Sunday, May 18, 2008

I've had a good weekend. Private Equity Girl and I wandered the grey rainy streets of London yesterday. We've found a small cafe/bistro on the edge of Soho. She seems to like it there; PEG is fluent in French, so she gets to speak to the Gauls in their own lingo. They do a great cow & chips (steak et frites).

Having a g/f who is fluent in French can be most erotic and soothing. It can also be most annoying. I strike back with my own half-remembered sKoOL bOY version of the language.

I bought a copy of Bach's Cello Suites sheet music yesterday. I've started taking my guitar playing much more seriously. I even use a metronome to practice my scales these days. The plan is to work through my favourites, Suite No. 1 (G major) and Suite No. 3 (C major), and adapt them for (electric punk) guitar. This project will stretch my music theory, timing and my hands and my knowledge of the guitar fretboard.

Suite 1 is my favourite, if I had to choose. Here's Yo-Yo Ma playing it. This isn't my favorite YYM, version, btw. If I can nail it as far as 1:22 I'll be pleased with my work this afternoon. If you listen to the recording, as it moves from 2:13 to 2:21, tell me something inside you doesn't soar and want to explode with joy?

Bach, cello Suite 1 (G Major, BWV 1007)

Bach touches the very essence of me.
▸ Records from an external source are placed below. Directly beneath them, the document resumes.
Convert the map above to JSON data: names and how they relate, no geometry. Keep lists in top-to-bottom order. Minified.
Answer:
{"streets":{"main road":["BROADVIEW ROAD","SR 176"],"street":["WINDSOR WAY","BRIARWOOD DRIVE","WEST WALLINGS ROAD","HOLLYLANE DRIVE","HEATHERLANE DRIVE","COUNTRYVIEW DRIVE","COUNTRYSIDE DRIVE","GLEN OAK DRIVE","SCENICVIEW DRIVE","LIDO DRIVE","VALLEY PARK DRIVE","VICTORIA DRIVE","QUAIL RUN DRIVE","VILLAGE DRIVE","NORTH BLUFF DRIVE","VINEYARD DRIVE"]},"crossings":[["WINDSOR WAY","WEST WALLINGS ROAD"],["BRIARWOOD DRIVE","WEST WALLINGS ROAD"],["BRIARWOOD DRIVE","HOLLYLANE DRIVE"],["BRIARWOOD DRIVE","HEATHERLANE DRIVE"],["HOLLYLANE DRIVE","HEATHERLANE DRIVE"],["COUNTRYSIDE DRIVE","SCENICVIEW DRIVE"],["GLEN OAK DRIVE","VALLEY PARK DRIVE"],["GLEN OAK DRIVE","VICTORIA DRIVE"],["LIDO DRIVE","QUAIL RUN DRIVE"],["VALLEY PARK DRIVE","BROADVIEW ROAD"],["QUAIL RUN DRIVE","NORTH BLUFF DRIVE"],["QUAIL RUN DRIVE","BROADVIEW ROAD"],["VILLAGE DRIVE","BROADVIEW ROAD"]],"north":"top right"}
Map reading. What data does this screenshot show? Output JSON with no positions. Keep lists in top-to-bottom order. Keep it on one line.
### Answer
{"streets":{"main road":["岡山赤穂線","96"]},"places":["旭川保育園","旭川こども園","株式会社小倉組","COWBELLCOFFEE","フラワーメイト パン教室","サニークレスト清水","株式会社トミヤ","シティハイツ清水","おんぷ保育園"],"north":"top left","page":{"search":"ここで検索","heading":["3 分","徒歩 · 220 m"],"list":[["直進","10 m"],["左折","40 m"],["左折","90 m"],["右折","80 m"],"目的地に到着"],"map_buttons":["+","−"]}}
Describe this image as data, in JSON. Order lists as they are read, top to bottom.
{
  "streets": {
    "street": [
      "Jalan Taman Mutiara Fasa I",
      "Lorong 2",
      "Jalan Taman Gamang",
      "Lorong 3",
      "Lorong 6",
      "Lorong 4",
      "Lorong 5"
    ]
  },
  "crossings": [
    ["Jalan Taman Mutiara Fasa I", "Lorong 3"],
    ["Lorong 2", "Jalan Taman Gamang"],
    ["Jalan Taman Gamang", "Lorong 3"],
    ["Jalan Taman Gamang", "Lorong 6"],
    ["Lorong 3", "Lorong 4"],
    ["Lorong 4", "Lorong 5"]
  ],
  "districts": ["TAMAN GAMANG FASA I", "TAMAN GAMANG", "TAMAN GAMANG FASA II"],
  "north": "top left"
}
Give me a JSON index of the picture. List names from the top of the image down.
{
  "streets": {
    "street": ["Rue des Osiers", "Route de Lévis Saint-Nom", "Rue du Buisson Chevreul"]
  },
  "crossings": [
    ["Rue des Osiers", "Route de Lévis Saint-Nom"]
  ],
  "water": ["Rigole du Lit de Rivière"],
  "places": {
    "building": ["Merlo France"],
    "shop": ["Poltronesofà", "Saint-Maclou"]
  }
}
Ahem.
"My drinking assumed more serious proportions, continuing all day and almost every night. The remonstrances of my friends terminated in a row and I became a lone wolf."

Bill's Story, pg. 3, Alcoholics Anonymous, 4th Edition

Sober. Grateful.

Wednesday, May 14, 2008

We Can Be Heroes...Just For One Day

Today especially is a good day to be grateful for what I have. My immediate needs are met.

It was a theme of my drinking days, that as well as looking forward to the next drink, I was looking towards the horizon for the next lover; the next job; the next pay packet; the next night out; the next guitar: what I had was never enough or good enough. It was exhausting.

What I think I ought to have and what I need(and get) are usually very different things.




Sober. Grateful. Good eye day.

Monday, May 12, 2008

I went to the dentist today (I had a great time...no....seriously...groovetastic) and then I went to see my accupuncturist (she rocks and so does her lurcher). Private Equity Girl bought me dinner this evening; which was lovely.

Sober. Grateful. Good eye day.

Thursday, May 08, 2008

I needed to take some time away from blogging, particularly around the time of my 4th AA birthday. Now. Where were we...?

Sober. Grateful.

Thursday, April 24, 2008

JUDAS PRIEST - Nostradamus


An unashamed fanboy post **grins**

Click the headline for a taste of the new double album's title track...

...JUDAS PRIEST IS THE FUCKING BEAST GIVING IT ALL THAT METAL IN 2008 AND 2009 ...

....WORLDWIDE VENGEANCE...THE PRIEST IS BACK...SEE YOU ON TOUR...UK & EUROPE...



Wednesday, April 16, 2008

I AM 4

It is four years ago today that I last had an alcoholic drink. If you had told me four years ago I'd still be sober today, I'd have laughed at you. Back then, four hours without a drink seemed an impossible mountain to climb.

I thought I was a hopeless case. I thought I had fallen too far to turn it around. I knew I couldn't make the necessary changes alone.

Anything good or honest or decent or true that I have in my life today is directly attributable the program of Alcoholics Anonymous. AA gave me the tools to choose to abstain from booze, one day at a time.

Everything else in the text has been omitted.